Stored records
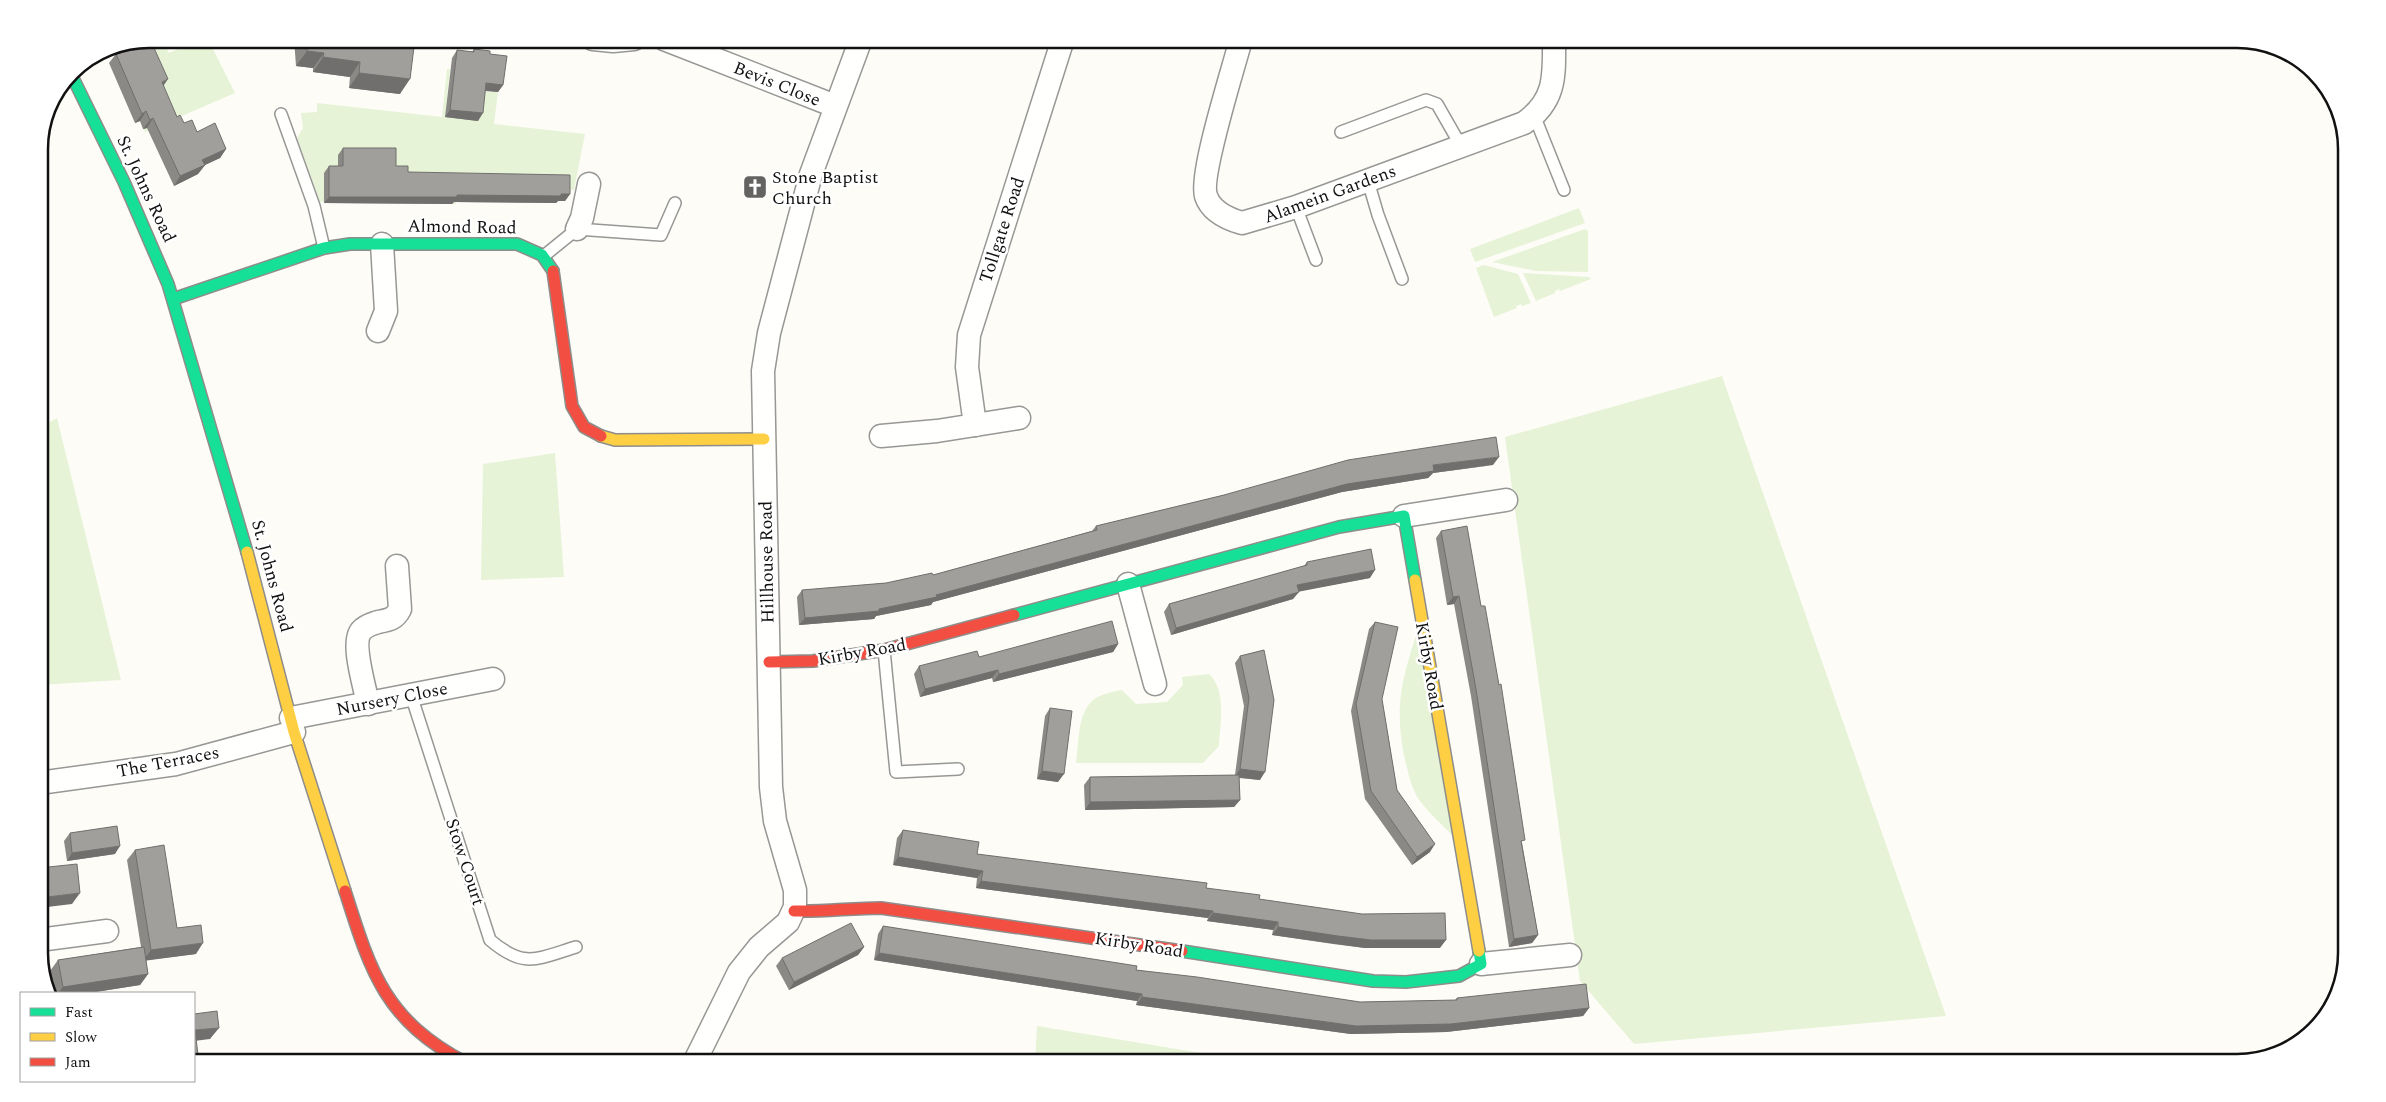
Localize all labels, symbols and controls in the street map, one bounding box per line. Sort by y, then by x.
street label: Bevis Close [729,54,825,114]
street label: St. Johns Road [109,131,183,247]
street label: Alamein Gardens [1260,158,1400,230]
place label: Stone Baptist Church [772,164,878,212]
street label: Tollgate Road [972,173,1032,287]
church icon: Stone Baptist Church [742,174,768,200]
street label: Almond Road [407,213,517,241]
street label: Hillhouse Road [752,500,782,624]
street label: St. Johns Road [244,517,300,635]
street label: Kirby Road [1408,620,1450,712]
street label: Kirby Road [816,631,908,673]
street label: Nursery Close [334,675,450,723]
street label: The Terraces [114,739,222,785]
street label: Stow Court [438,815,492,909]
street label: Kirby Road [1093,925,1185,965]
legend [20,992,195,1082]
text: Fast [65,1001,93,1024]
text: Slow [65,1026,97,1049]
text: Jam [65,1051,91,1074]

### Action item
Search the records for the string "Church" and, wherever a line contains it, please copy that line.

### Response area
place label: Stone Baptist Church [772,164,878,212]
church icon: Stone Baptist Church [742,174,768,200]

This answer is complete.